• **What you have to do**
Count every line in the records below that contains the string "text". Report that number alone.

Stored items
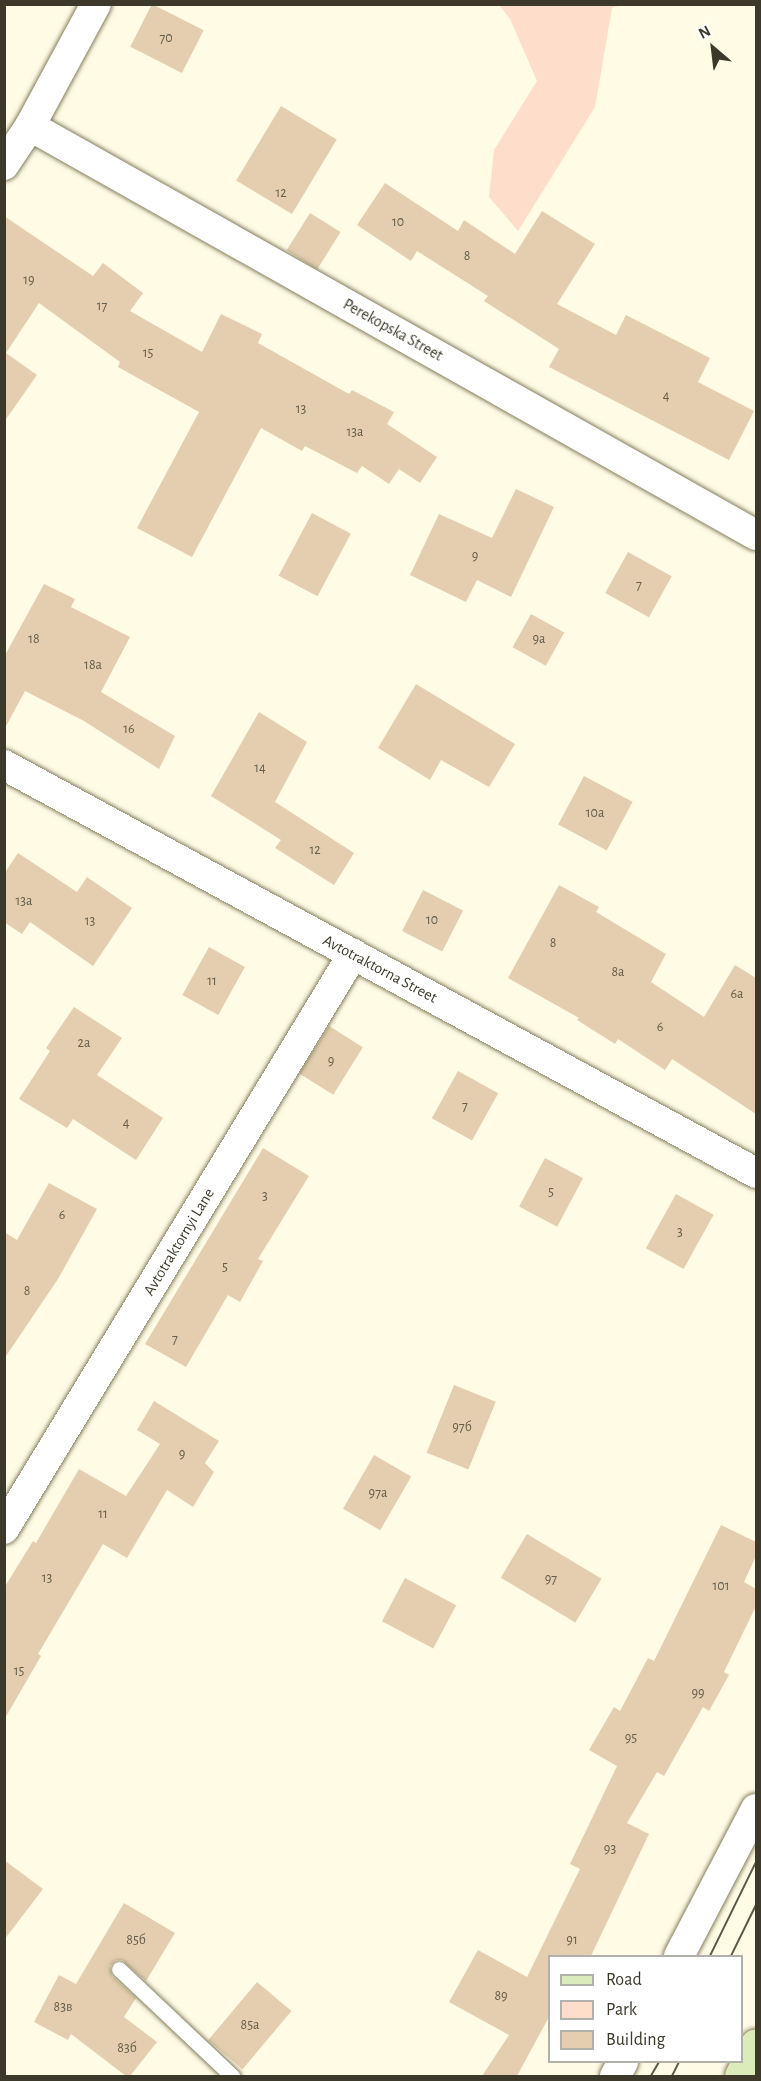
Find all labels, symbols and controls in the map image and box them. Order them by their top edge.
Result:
north arrow [683,18,743,78]
text: N [696,22,713,42]
house number: 70 [159,30,173,46]
house number: 12 [275,185,287,201]
house number: 10 [392,214,404,230]
house number: 8 [464,248,470,264]
house number: 19 [23,272,35,288]
street label: Perekopska Street [340,295,446,365]
house number: 17 [97,298,107,314]
house number: 15 [143,345,153,361]
house number: 4 [663,388,669,404]
house number: 13 [296,401,306,417]
house number: 13а [347,424,363,440]
house number: 9 [472,548,478,564]
house number: 7 [636,577,642,593]
house number: 18 [28,631,40,647]
house number: 9а [533,631,545,647]
house number: 18а [84,657,102,673]
house number: 16 [123,721,135,737]
house number: 14 [254,760,266,776]
house number: 10а [586,805,604,821]
house number: 12 [309,842,321,858]
house number: 13а [16,893,32,909]
house number: 10 [426,912,438,928]
house number: 13 [85,913,95,929]
street label: Avtotraktorna Street [319,931,441,1007]
house number: 8 [550,935,556,951]
house number: 8а [611,964,625,980]
house number: 11 [207,973,217,989]
house number: 6а [731,986,743,1002]
house number: 6 [657,1019,663,1035]
house number: 2а [78,1035,90,1051]
house number: 9 [328,1053,334,1069]
house number: 7 [462,1098,468,1114]
house number: 4 [123,1115,129,1131]
house number: 5 [548,1184,554,1200]
street label: Avtotraktornyi Lane [139,1185,219,1299]
house number: 3 [262,1188,268,1204]
house number: 6 [59,1207,65,1223]
house number: 3 [677,1224,683,1240]
house number: 5 [222,1259,228,1275]
house number: 8 [24,1283,30,1299]
house number: 7 [172,1331,178,1347]
house number: 97б [452,1419,472,1435]
house number: 9 [179,1446,185,1462]
house number: 97а [369,1485,387,1501]
house number: 11 [98,1506,108,1522]
house number: 13 [42,1570,52,1586]
house number: 97 [545,1571,557,1587]
house number: 101 [712,1578,730,1594]
house number: 15 [14,1663,24,1679]
house number: 99 [691,1685,705,1701]
house number: 95 [625,1730,637,1746]
house number: 93 [604,1841,616,1857]
house number: 85б [126,1932,146,1948]
house number: 91 [566,1932,578,1948]
legend [548,1955,743,2063]
text: Road [606,1971,642,1989]
house number: 89 [494,1988,508,2004]
house number: 83в [54,1999,72,2015]
text: Park [606,2001,637,2019]
house number: 85а [241,2017,259,2033]
text: Building [606,2031,665,2049]
house number: 83б [117,2040,137,2056]

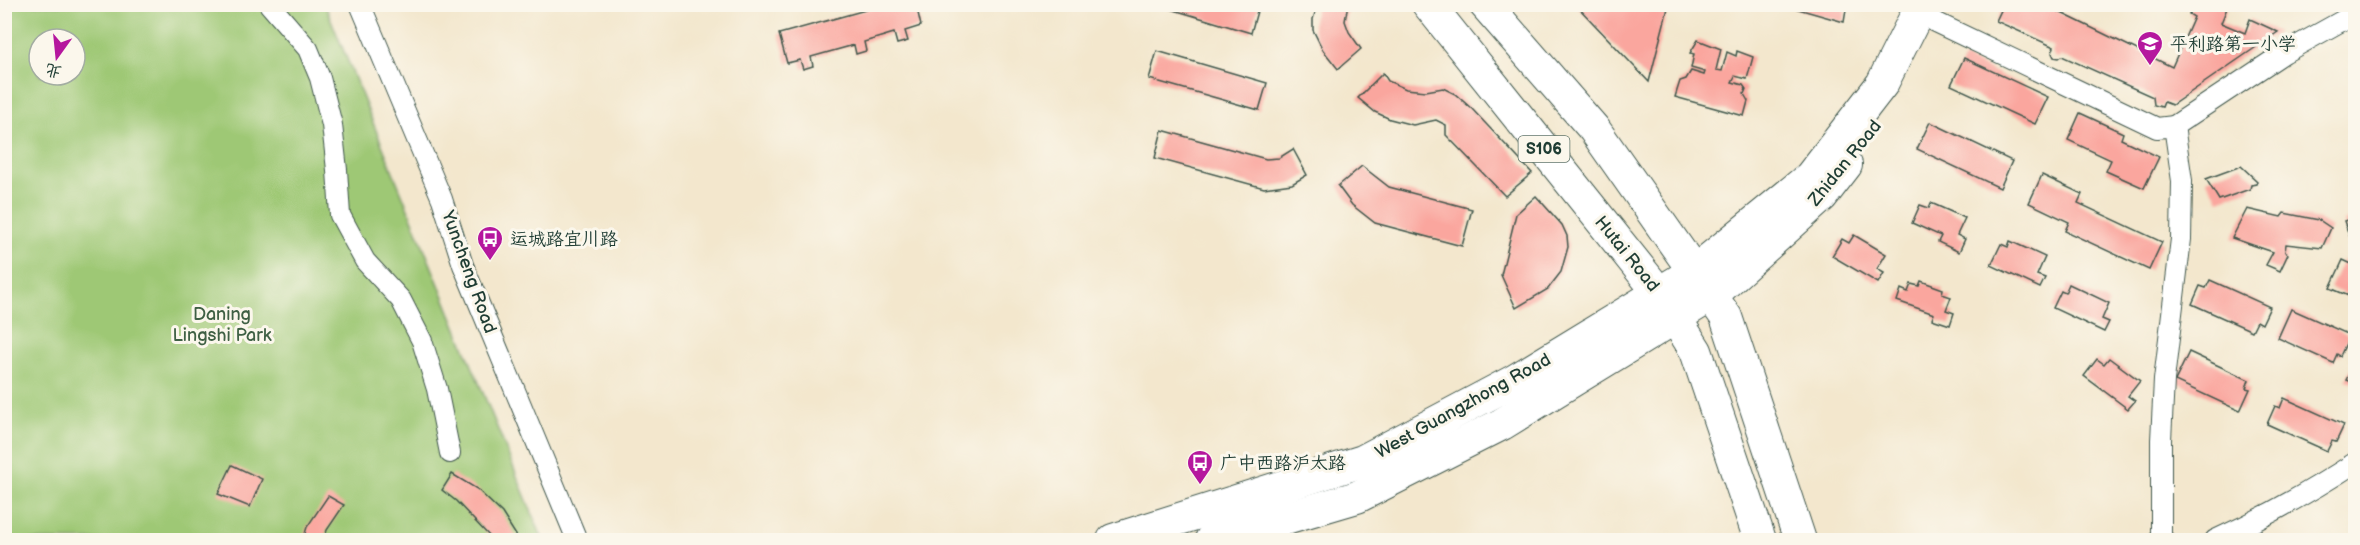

• **Output of the exercise**
4